===== WORKING DATA
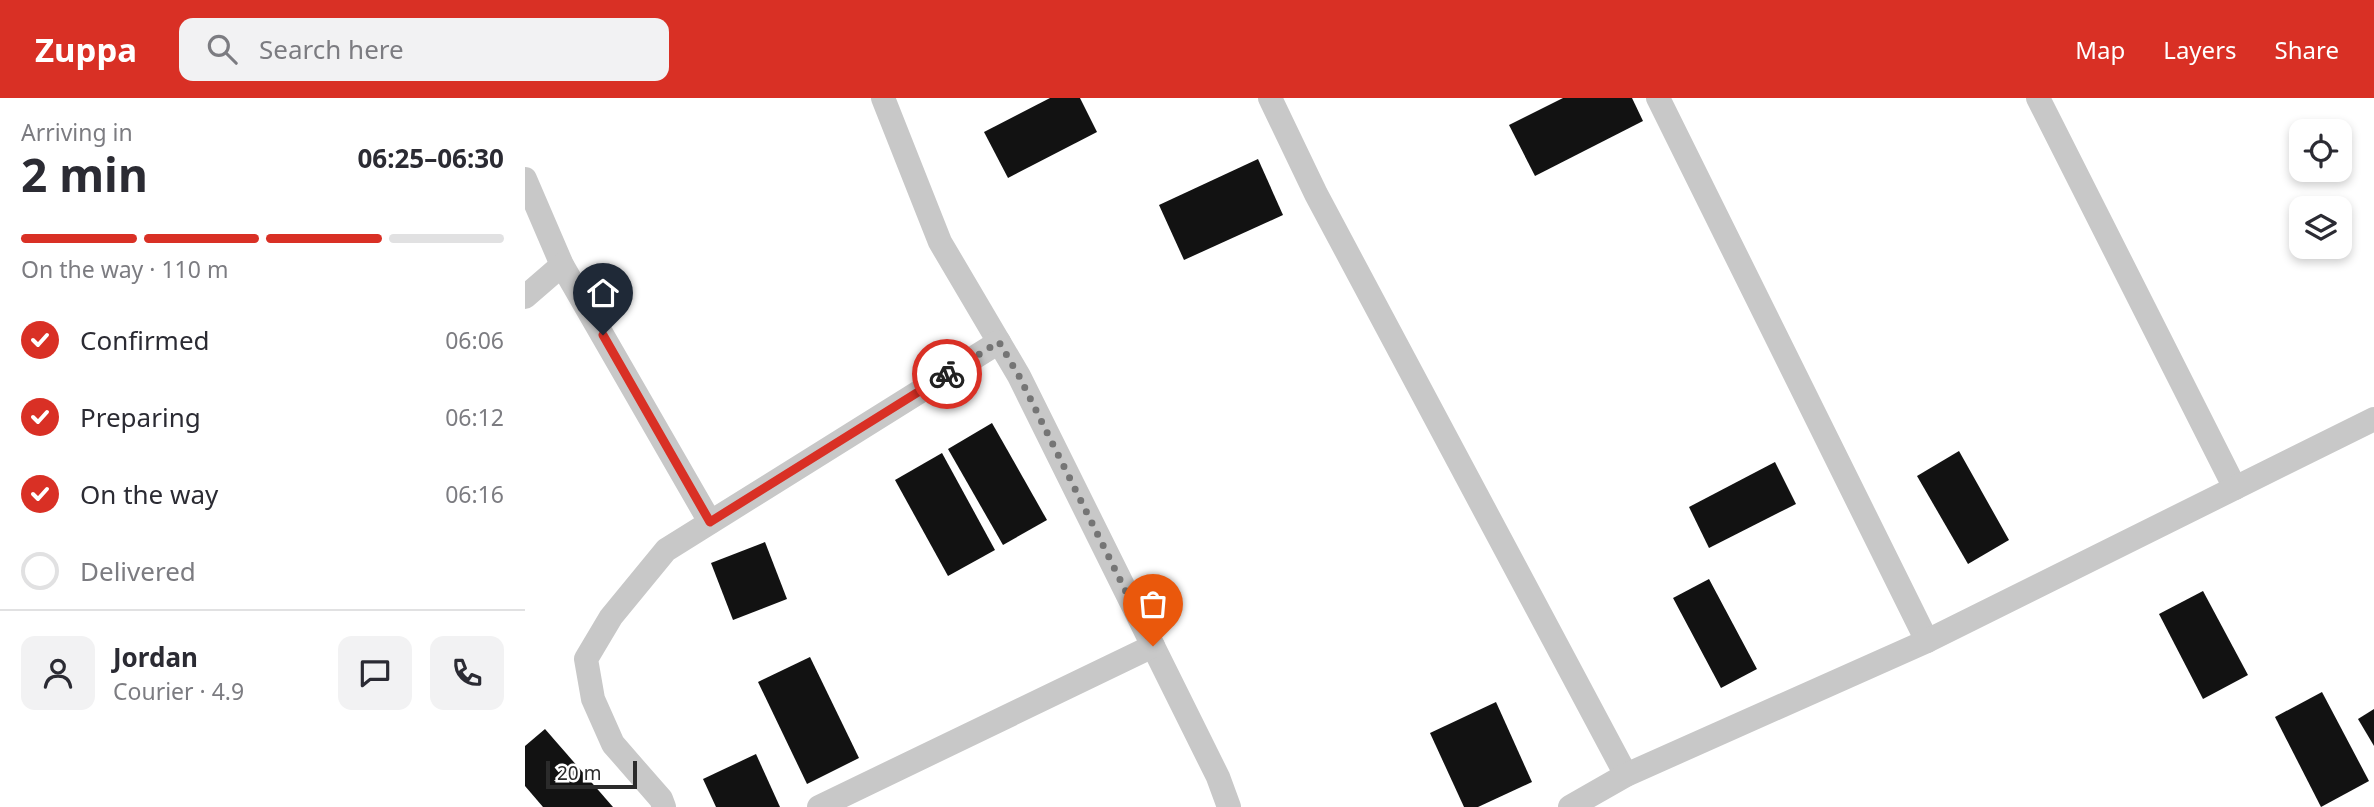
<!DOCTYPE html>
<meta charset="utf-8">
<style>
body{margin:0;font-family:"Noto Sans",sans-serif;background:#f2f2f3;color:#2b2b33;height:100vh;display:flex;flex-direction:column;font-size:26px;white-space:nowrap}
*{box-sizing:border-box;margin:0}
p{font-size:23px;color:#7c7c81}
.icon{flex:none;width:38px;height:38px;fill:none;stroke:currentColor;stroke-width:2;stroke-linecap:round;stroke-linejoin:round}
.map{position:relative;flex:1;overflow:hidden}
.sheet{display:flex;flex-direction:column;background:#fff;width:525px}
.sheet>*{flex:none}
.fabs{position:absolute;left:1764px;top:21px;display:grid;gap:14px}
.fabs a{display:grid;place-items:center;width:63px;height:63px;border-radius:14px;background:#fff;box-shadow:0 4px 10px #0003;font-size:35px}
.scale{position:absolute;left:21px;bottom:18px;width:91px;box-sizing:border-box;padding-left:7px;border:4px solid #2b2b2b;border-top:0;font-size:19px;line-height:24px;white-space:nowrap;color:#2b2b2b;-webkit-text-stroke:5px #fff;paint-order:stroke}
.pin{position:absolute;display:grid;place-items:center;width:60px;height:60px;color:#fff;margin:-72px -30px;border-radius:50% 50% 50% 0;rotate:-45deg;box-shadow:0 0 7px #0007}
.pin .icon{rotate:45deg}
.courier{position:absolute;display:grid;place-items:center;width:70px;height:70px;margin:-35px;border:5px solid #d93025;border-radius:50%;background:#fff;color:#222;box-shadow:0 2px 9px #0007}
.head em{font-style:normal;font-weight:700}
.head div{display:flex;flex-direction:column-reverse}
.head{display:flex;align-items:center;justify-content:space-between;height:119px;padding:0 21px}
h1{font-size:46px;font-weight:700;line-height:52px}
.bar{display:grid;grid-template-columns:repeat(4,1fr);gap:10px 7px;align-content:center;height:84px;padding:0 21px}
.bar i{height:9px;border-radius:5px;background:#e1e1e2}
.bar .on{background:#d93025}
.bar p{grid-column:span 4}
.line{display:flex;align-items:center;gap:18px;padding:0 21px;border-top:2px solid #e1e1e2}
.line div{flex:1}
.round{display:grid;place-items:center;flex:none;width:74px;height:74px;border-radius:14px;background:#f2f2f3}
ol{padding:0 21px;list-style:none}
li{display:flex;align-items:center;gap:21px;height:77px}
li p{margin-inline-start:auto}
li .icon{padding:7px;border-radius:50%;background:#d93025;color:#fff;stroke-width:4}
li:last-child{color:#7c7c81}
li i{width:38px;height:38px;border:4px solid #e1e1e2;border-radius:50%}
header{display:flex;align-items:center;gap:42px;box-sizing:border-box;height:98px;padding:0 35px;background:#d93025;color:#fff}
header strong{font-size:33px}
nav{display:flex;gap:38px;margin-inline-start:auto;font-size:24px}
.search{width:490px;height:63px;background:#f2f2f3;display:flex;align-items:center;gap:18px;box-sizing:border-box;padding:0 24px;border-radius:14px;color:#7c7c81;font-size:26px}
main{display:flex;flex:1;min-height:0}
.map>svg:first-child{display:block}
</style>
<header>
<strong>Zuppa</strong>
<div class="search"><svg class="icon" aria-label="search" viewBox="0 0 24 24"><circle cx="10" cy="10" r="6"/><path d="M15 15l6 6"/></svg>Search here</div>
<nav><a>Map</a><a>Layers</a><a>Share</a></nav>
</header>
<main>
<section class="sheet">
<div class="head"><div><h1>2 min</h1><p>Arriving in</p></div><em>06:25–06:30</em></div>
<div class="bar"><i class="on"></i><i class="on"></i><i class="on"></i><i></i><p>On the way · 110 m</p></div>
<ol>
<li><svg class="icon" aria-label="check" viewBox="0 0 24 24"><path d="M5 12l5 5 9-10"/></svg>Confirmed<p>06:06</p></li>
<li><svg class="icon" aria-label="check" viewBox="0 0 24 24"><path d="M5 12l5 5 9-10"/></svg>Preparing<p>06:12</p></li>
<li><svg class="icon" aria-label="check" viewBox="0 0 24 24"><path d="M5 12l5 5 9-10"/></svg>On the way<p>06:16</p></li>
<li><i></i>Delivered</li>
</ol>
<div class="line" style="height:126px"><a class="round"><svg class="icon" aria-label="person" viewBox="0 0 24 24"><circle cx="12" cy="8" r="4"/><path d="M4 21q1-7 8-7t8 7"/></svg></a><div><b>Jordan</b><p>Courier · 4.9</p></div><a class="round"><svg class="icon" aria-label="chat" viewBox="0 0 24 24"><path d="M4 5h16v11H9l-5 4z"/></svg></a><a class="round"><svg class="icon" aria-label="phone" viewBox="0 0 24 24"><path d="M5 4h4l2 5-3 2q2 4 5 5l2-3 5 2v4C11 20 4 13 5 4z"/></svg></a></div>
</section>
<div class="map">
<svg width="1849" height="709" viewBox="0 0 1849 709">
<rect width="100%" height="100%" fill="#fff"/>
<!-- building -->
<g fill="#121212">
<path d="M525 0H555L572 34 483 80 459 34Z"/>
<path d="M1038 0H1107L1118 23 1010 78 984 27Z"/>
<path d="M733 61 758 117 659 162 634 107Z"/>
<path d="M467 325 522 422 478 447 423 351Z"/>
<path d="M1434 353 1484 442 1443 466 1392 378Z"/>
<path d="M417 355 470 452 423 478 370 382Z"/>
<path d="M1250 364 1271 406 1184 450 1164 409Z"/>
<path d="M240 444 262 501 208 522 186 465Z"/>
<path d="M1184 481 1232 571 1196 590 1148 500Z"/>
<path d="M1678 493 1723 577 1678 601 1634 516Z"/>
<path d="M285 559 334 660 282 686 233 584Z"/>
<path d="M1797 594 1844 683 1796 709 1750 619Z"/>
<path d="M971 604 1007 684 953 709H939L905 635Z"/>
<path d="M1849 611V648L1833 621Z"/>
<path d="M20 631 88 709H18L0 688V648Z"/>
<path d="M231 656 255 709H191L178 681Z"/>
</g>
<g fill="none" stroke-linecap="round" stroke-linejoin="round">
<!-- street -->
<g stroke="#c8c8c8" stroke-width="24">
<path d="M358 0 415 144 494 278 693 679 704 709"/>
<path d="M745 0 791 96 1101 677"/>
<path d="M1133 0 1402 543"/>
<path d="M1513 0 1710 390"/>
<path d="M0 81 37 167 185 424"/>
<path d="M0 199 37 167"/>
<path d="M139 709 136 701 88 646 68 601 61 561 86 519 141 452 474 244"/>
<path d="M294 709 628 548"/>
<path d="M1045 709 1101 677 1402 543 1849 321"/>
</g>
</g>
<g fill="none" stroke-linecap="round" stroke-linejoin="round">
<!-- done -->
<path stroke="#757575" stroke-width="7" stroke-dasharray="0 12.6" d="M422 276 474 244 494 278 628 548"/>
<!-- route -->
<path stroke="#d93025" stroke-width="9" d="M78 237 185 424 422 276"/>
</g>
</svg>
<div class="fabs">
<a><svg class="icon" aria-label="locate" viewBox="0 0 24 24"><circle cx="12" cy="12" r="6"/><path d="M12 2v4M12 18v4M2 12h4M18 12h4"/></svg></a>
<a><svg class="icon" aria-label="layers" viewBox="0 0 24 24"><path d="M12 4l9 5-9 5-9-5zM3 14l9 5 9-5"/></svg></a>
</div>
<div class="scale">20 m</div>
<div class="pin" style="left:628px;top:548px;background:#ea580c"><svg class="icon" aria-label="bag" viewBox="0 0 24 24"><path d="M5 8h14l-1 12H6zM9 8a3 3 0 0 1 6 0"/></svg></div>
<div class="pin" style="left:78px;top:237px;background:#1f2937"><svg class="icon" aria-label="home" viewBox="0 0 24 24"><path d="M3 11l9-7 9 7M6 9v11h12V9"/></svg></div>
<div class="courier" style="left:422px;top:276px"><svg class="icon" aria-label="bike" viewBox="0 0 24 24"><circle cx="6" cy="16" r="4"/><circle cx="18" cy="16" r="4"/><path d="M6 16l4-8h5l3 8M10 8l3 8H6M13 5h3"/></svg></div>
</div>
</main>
==========
===== WORKING DATA
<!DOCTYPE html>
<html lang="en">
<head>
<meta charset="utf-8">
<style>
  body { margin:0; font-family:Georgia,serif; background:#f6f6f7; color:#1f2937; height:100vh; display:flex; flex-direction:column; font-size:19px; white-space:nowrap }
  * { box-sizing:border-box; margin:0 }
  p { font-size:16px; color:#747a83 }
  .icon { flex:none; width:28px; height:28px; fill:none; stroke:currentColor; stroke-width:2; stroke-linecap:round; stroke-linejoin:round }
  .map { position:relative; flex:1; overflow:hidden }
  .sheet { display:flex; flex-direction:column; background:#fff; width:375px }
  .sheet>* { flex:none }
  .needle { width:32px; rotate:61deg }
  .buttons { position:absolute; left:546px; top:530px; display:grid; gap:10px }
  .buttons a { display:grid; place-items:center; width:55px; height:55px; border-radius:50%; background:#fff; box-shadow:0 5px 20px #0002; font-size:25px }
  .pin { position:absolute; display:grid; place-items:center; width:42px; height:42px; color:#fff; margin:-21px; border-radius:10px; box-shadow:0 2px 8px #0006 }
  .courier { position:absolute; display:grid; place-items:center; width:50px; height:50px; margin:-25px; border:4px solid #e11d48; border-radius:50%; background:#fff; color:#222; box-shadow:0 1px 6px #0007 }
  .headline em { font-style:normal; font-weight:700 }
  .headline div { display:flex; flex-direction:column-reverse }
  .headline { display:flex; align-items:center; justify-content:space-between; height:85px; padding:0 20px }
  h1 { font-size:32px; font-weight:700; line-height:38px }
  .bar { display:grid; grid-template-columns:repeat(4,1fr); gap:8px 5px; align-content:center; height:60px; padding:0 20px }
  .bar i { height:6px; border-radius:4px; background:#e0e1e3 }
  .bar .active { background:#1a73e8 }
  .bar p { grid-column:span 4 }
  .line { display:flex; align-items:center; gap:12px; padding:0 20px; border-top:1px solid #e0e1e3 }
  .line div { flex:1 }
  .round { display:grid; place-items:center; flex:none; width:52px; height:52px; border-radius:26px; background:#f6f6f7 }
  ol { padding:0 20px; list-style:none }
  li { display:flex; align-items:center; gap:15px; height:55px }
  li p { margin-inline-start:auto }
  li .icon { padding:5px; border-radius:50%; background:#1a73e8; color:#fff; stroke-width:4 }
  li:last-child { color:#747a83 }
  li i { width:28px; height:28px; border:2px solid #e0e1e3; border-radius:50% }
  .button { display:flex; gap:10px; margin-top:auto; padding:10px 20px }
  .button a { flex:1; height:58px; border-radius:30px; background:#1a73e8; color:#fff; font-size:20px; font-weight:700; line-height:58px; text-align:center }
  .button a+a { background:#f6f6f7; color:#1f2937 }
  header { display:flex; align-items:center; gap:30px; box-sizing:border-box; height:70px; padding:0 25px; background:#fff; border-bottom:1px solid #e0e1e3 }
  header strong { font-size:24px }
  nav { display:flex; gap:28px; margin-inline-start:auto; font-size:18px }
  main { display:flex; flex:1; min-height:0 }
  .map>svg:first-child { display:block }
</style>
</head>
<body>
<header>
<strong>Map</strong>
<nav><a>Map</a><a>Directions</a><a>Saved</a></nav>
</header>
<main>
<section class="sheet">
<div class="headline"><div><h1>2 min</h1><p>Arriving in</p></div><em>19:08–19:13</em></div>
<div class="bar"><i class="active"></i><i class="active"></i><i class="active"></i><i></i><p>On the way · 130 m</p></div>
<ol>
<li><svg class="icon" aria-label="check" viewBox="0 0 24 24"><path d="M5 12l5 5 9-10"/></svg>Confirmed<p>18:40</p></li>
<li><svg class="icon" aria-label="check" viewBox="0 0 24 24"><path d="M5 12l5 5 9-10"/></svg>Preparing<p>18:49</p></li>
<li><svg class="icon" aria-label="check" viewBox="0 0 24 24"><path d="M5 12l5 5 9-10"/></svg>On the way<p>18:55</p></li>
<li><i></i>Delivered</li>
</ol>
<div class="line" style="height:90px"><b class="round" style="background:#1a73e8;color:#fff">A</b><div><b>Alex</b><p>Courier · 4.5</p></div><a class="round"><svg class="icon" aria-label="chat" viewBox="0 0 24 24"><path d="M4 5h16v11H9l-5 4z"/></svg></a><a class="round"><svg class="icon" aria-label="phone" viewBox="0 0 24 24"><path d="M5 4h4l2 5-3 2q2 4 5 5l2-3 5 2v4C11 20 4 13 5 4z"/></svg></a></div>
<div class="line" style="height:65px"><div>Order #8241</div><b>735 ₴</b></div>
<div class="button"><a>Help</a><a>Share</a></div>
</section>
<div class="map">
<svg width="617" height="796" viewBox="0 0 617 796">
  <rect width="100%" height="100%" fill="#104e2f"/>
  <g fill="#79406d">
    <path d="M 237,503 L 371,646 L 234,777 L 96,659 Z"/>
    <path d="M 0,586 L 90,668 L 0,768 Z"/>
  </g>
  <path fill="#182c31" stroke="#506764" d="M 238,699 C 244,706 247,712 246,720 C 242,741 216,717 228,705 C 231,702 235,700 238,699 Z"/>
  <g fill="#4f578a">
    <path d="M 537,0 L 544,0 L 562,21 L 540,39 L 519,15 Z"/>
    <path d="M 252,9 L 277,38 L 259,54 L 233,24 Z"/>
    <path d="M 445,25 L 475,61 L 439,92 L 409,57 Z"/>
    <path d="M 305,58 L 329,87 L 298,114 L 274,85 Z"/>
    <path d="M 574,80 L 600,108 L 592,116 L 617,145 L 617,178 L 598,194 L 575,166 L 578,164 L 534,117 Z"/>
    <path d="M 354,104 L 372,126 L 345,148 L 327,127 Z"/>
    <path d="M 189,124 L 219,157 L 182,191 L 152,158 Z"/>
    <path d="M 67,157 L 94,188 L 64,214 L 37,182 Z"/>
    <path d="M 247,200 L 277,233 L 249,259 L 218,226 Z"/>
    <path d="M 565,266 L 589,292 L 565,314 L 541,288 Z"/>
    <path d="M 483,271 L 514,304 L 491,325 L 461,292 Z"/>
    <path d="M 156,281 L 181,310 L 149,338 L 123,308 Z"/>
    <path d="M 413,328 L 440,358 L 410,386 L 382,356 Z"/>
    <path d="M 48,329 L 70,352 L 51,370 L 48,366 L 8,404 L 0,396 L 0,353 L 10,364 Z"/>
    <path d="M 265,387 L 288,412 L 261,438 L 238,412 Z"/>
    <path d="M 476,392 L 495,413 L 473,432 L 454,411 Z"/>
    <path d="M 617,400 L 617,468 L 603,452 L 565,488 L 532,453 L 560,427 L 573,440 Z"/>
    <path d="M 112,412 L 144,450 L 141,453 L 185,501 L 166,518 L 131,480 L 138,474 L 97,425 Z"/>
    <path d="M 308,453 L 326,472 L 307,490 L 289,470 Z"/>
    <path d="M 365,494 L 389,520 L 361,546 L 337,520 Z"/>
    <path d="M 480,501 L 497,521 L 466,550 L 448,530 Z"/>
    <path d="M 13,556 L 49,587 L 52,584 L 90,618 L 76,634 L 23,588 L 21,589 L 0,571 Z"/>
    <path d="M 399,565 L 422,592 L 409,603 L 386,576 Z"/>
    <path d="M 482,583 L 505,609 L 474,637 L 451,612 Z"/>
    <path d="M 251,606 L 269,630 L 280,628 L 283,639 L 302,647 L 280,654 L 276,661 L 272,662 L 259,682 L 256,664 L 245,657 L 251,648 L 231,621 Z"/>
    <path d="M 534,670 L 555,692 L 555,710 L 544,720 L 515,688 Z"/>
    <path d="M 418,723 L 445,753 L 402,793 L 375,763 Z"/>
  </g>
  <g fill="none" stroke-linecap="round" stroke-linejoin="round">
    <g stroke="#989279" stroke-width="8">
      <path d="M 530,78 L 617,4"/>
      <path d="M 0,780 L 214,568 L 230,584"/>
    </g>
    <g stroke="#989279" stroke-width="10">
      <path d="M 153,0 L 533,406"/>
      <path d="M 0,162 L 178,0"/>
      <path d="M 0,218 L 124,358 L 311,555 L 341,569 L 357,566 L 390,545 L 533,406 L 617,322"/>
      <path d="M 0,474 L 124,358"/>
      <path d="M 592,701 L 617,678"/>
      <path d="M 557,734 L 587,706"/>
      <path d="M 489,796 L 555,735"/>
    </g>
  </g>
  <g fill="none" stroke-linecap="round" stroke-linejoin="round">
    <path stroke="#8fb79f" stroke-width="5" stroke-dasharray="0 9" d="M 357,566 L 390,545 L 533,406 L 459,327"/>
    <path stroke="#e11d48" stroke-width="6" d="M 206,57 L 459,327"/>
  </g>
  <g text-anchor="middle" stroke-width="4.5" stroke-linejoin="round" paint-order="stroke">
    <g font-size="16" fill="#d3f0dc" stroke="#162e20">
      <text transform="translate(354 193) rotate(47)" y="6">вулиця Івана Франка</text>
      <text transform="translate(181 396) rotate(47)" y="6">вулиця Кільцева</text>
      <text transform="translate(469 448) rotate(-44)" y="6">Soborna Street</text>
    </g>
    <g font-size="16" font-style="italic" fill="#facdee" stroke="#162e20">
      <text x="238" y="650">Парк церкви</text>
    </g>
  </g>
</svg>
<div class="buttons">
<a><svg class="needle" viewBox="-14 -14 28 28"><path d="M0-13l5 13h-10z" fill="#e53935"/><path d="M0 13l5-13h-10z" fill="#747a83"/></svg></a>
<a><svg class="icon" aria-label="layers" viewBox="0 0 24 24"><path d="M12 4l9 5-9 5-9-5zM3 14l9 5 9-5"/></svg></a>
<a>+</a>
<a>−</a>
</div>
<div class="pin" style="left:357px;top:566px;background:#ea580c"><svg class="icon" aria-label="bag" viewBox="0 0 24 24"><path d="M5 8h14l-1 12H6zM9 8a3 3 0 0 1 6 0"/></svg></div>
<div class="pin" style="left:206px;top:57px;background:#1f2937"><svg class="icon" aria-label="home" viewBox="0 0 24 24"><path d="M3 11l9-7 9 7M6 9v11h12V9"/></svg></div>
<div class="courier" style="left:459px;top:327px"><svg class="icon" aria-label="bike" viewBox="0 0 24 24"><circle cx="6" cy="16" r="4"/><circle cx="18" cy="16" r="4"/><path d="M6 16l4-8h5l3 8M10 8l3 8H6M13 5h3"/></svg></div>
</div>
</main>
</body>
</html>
==========
EXERCISE DETAILS —
Every line in the records above that contains the word "html" should be copied out.

RESPONSE FOR THIS EXERCISE —
<!DOCTYPE html>
<!DOCTYPE html>
<html lang="en">
</html>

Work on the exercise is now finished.